● The problem
Give back all of the data unchanged. Keep every word as it is.

● Information shown
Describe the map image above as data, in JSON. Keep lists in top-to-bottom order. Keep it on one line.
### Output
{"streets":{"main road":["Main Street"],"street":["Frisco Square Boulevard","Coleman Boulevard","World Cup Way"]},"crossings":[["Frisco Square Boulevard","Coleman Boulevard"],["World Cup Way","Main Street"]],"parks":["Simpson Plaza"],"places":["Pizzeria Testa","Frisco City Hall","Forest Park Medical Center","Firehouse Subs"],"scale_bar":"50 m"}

● Solution for this task
Describe the map image above as data, in JSON. Keep lists in top-to-bottom order. Keep it on one line.
### Output
{"streets":{"main road":["Main Street"],"street":["Frisco Square Boulevard","Coleman Boulevard","World Cup Way"]},"crossings":[["Frisco Square Boulevard","Coleman Boulevard"],["World Cup Way","Main Street"]],"parks":["Simpson Plaza"],"places":["Pizzeria Testa","Frisco City Hall","Forest Park Medical Center","Firehouse Subs"],"scale_bar":"50 m"}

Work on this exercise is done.